I’ve learned of an interesting new type of text extraction and query AI. They seem to have become public during March / Easter and I’d not previously been aware of them. You upload a single PDF, have an AI auto-tag, segment, summarise the segments, and cross-page links built for its various topics and facts, etc. Probably more, ‘under the hood’.

All this is done in order to make the PDF more searchable in the form of “chat”. After upload and analysis you can “chat” with the uploaded PDF, by asking it natural-language questions. Results have natural language answers, and links to the relevant page-numbers. Which means you can check that the AI isn’t getting it wrong (as they often do) due to dodgy ‘facts’ in the model inputs and/or confabulation when forming the reply.

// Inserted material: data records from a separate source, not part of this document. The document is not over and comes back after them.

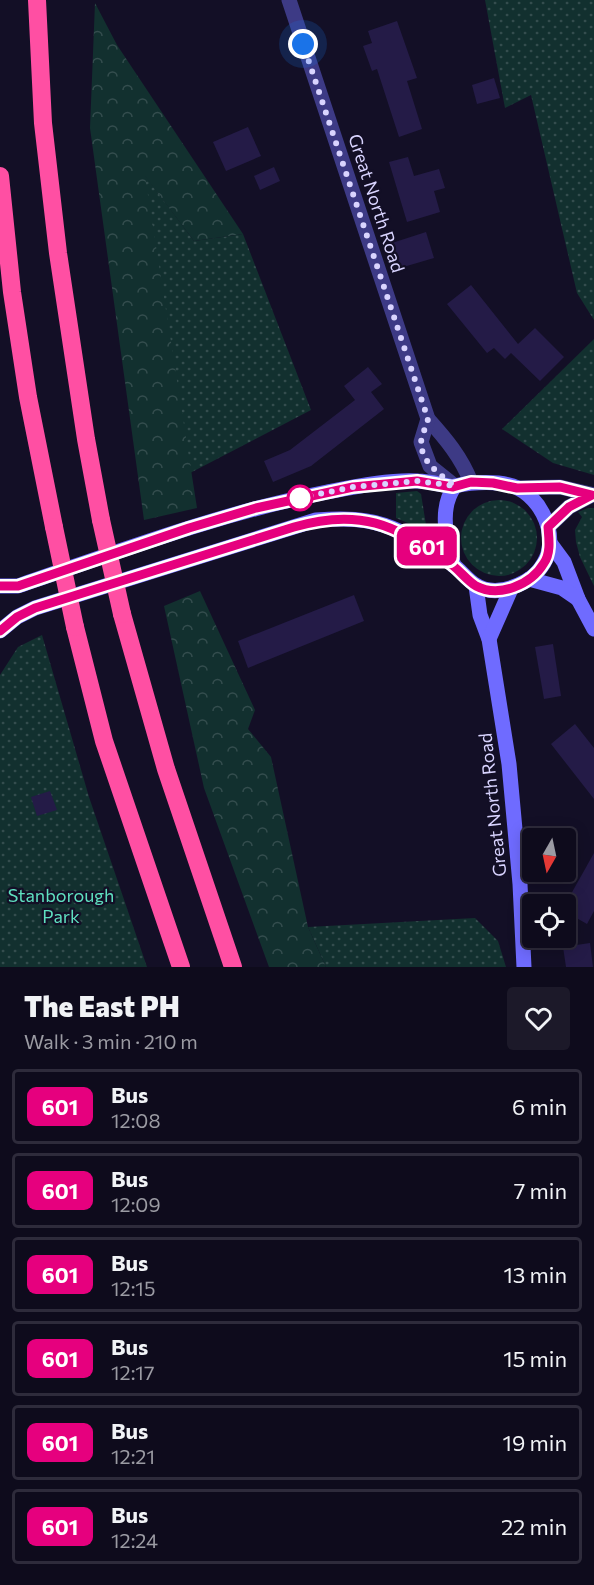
<!DOCTYPE html>
<meta charset="utf-8">
<style>
:root{--surface:#0e0b1c;--page:#1c1929;--text:#f1f3f6;--muted:#9b9ba3;--line:#2e2b3b}
body{margin:0;font-family:Commissioner,sans-serif;background:var(--page);color:var(--text);height:100vh;display:flex;flex-direction:column;font-size:22px;white-space:nowrap}
*{box-sizing:border-box;margin:0}
p{font-size:20px;color:var(--muted)}
.icon{flex:none;width:33px;height:33px;fill:none;stroke:currentColor;stroke-width:2;stroke-linecap:round;stroke-linejoin:round}
.map{position:relative;height:967px;overflow:hidden}
.details{display:flex;flex-direction:column;background:var(--surface);flex:1}
.details>*{flex:none}
.badge{padding:0 12px;border-radius:9px;font-size:21px;line-height:39px}
.needle{width:39px;rotate:189deg}
.fabs{position:absolute;left:522px;top:828px;display:grid;gap:12px}
.fabs a{display:grid;place-items:center;width:54px;height:54px;border-radius:6px;background:var(--surface);box-shadow:0 3px 15px #0003,0 0 0 2px var(--line);font-size:30px}
.you{position:absolute;width:30px;height:30px;margin:-15px;border:4px solid #fff;border-radius:50%;background:#1a73e8;box-shadow:0 0 0 9px #1a73e833}
.map>.badge{position:absolute;translate:-50% -50%;box-shadow:0 0 0 3px #fff}
.round{display:grid;place-items:center;flex:none;width:63px;height:63px;border-radius:6px;background:var(--page)}
.summary{display:flex;align-items:center;justify-content:space-between;height:102px;padding:0 24px}
h1{font-size:28px;font-weight:800;line-height:45px}
ul{padding:0;list-style:none}
li{display:flex;align-items:center;gap:18px;height:75px;margin:0 12px 9px;padding:0 12px;border:3px solid var(--line);border-radius:6px}
li div{flex:1}
li b{display:block;font-size:22px}
li em{font-style:normal}
li .badge{min-width:66px;font-weight:700;text-align:center}
.map>svg:first-child{display:block}
.grass{fill:url(#grass-dots)}
.forest{fill:url(#forest-crowns)}
.building{fill:#241b47}
.lines{fill:none;stroke-linecap:round;stroke-linejoin:round}
.minor{stroke:#3d3a85;stroke-width:15}
.tertiary{stroke:#3d3a85;stroke-width:15}
.secondary{stroke:#6f6bff;stroke-width:15}
.motorway{stroke:#ff4fa3;stroke-width:18}
.motorway-bridge{stroke:#ff4fa3;stroke-width:18}
.line-casing{stroke:#fff;stroke-width:14}
.line{stroke:#e6007e;stroke-width:9}
.walk{stroke:#d9d4ff;stroke-width:6;stroke-dasharray:0 10.8}
.stop-dot{fill:#fff;stroke:#e6007e;stroke-width:3}
.labels{text-anchor:middle;dominant-baseline:central;stroke-width:4.5;stroke-linejoin:round;paint-order:stroke}
.street-label{font-size:18px;fill:#d9d4ff;stroke:#130f26}
.park-label{font-size:18px;fill:#5fe0c0;stroke:#130f26}
</style>
<div class="map">
<svg width="594" height="967" viewBox="0 0 594 967">
<defs>
<pattern id="grass-dots" width="8" height="8" patternUnits="userSpaceOnUse" patternTransform="scale(1.5)"><rect width="8" height="8" fill="#12302f"/><path d="M2 2h.1M6 6h.1" fill="none" stroke="#344d4e" stroke-width="1.8" stroke-linecap="round"/></pattern>
<pattern id="forest-crowns" width="20" height="18" patternUnits="userSpaceOnUse" patternTransform="scale(1.5)"><rect width="20" height="18" fill="#12302f"/><path d="M2 6a3 3 0 1 1 6 0M12 15a3 3 0 1 1 6 0" fill="none" stroke="#344d4e"/></pattern>
</defs>
<rect width="100%" height="100%" fill="#130f26"/>
<g class="grass">
<path d="M485,0H594V320L577,293L531,95L505,108Z"/>
<path d="M144,174L194,241L243,234L311,410L190,473Z"/>
<path d="M594,339V475L553,463L502,429Z"/>
<path d="M417,491L421,494L427,531L396,518V493Z"/>
<circle cx="499" cy="538" r="38"/>
<path d="M588,508H594V586L580,557L576,542L575,530L582,517L578,512Z"/>
<path d="M42,635L89,797L147,967H0V675L18,647Z"/>
<path d="M475,918L498,941L506,967H326L308,927Z"/>
</g>
<g class="forest">
<path d="M95,3L117,45L243,234L194,241L145,176L197,508L144,520L90,128Z"/>
<path d="M200,591L255,710L248,729L271,757L308,927L326,967H269L204,788L164,606Z"/>
</g>
<g class="building">
<path d="M397,21L417,78L407,81L422,129L399,137L377,69L372,71L363,46L372,43L368,31Z"/>
<path d="M494,78L500,98L477,104L472,85Z"/>
<path d="M248,127L261,156L226,171L213,142Z"/>
<path d="M408,157L414,176L439,169L445,188L434,191L440,212L407,222L389,162Z"/>
<path d="M274,167L280,181L260,190L254,176Z"/>
<path d="M426,232L434,258L400,268L392,243Z"/>
<path d="M471,285L518,344L535,328L564,357L540,381L511,353L505,359L494,348L487,353L447,304Z"/>
<path d="M368,367L382,384L371,392L384,409L311,466L273,482L264,461L290,450L355,400L344,386Z"/>
<path d="M354,595L364,621L248,668L238,641Z"/>
<path d="M553,644L561,696L544,699L535,647Z"/>
<path d="M575,724L594,748V799L551,744Z"/>
<path d="M50,791L57,810L37,816L31,797Z"/>
<path d="M594,853V911L587,924L566,912V903Z"/>
<path d="M590,943L593,967H566L563,947Z"/>
</g>
<g class="lines">
<g class="minor">
<path d="M289,0L428,419C446,439 461,457 471,482"/>
<path d="M428,419L421,442L430,466L455,486"/>
</g>
<g class="tertiary">
<path d="M517,488L560,487L594,495"/>
<path d="M548,527L569,507L592,495"/>
</g>
<g class="secondary">
<path d="M550,543L564,562L578,599L594,629"/>
<path d="M529,579L562,588L578,599"/>
<path d="M0,586H18C120,551 221,513 327,492C353,487 392,479 418,481C429,481 442,485 454,487"/>
<path d="M476,586L480,615L489,639L509,764L520,884L524,967"/>
<path d="M0,631L17,617L35,608L316,520C343,518 367,518 392,528C414,537 432,550 451,563C459,569 466,578 474,584C491,596 510,590 526,581C537,575 547,562 549,549C553,525 539,499 518,488C501,480 472,482 455,486C438,509 447,540 454,566"/>
<path d="M489,639L511,589"/>
</g>
<g class="motorway">
<path d="M37,0L43,123L58,253L86,439L101,520"/>
<path d="M0,176L12,292L28,397L54,527"/>
<path d="M122,614L166,769L233,967"/>
<path d="M75,627L104,741L181,967"/>
</g>
<g class="motorway-bridge">
<path d="M101,520L122,614"/>
<path d="M54,527L75,627"/>
</g>
</g>
<g class="lines">
<g class="line-casing">
<path id="line" d="M0,586H18L189,528L256,508L353,487L417,481L453,487L471,482L493,483L517,488L560,487L592,495L569,507L548,527C549,539 551,553 544,563C531,585 499,598 476,586C466,580 458,568 448,562C396,524 358,508 294,527L35,608L17,617L0,631"/>
</g>
<use href="#line" class="line"/>
<path class="walk" d="M300,498L353,487L417,481L455,486C441,475 421,463 421,442C422,435 426,426 428,419L303,44"/>
</g>
<circle class="stop-dot" cx="300" cy="498" r="12"/>
<g class="labels">
<g class="street-label">
<text transform="translate(377 203) rotate(72)">Great North Road</text>
<text transform="translate(492 805) rotate(-96)">Great North Road</text>
</g>
<g class="park-label">
<text x="61" y="895">Stanborough<tspan x="61" dy="21">Park</tspan></text>
</g>
</g>
</svg>
<div class="fabs">
<a><svg class="needle" viewBox="-14 -14 28 28"><path d="M0-13l5 13h-10z" fill="#e53935"/><path d="M0 13l5-13h-10z" fill="#9b9ba3"/></svg></a>
<a><svg class="icon" aria-label="locate" viewBox="0 0 24 24"><circle cx="12" cy="12" r="6"/><path d="M12 2v4M12 18v4M2 12h4M18 12h4"/></svg></a>
</div>
<div class="you" style="left:303px;top:44px"></div>
<b class="badge" style="left:427px;top:546px;background:#e6007e;color:#fff">601</b>
</div>
<section class="details">
<div class="summary"><div><h1>The East PH</h1><p>Walk · 3 min · 210 m</p></div><a class="round"><svg class="icon" aria-label="heart" viewBox="0 0 24 24"><path d="M12 20l-8-8c-3-5 5-10 8-4 3-6 11-1 8 4z"/></svg></a></div>
<ul>
<li><span class="badge" style="background:#e6007e;color:#fff">601</span><div><b>Bus</b><p>12:08</p></div><em>6 min</em></li>
<li><span class="badge" style="background:#e6007e;color:#fff">601</span><div><b>Bus</b><p>12:09</p></div><em>7 min</em></li>
<li><span class="badge" style="background:#e6007e;color:#fff">601</span><div><b>Bus</b><p>12:15</p></div><em>13 min</em></li>
<li><span class="badge" style="background:#e6007e;color:#fff">601</span><div><b>Bus</b><p>12:17</p></div><em>15 min</em></li>
<li><span class="badge" style="background:#e6007e;color:#fff">601</span><div><b>Bus</b><p>12:21</p></div><em>19 min</em></li>
<li><span class="badge" style="background:#e6007e;color:#fff">601</span><div><b>Bus</b><p>12:24</p></div><em>22 min</em></li>
</ul>
</section>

Such things are exemplified by the likes of ChatPDF, Humata, Unriddle, Docu-Talk and Docalysis. Doubtless Microsoft Office is also ‘on the case’ with this sort of thing, if they don’t already have it in Office 365. I no longer have access to 365, and it’s difficult to discover a good overview explaining their vast range of new AI assistants.

Anyway, the new assistants are perhaps useful for those who want to plump up a traditional back-of-the-book index, and be sure they’ve not missed anything. Doubtless you’ll think of other uses.

As usual with such services, you don’t know where the PDFs or the questions are going after they hit the remote servers in Whereizitagin. So sending PDFs or asking questions that could reveal business or research secrets is not advisable. But I imagine that this sort of ‘one-book analysis’ is not too processor-intensive, so doubtless there will be local non-cloud versions soon enough. If there aren’t already.

But I also wonder what would happen if one uploaded a single-file PDF of the collected fiction (or even letters or essays) of H.P. Lovecraft. To what extent would it be like ‘talking’ with Lovecraft, and how original would it seem? In other words, would it be doing a minimum of comparing statements across disparate pages, then bringing them together in a way that offers a more powerful insight into the topic in question? And could a further ‘style model’ be built from the PDF, which would mean that the replies are given in a Lovecraftian manner?

Meanwhile, a second fully and properly ‘open source’ chat AI is released, OpenAssistant. The first was OpenChatKit a month ago.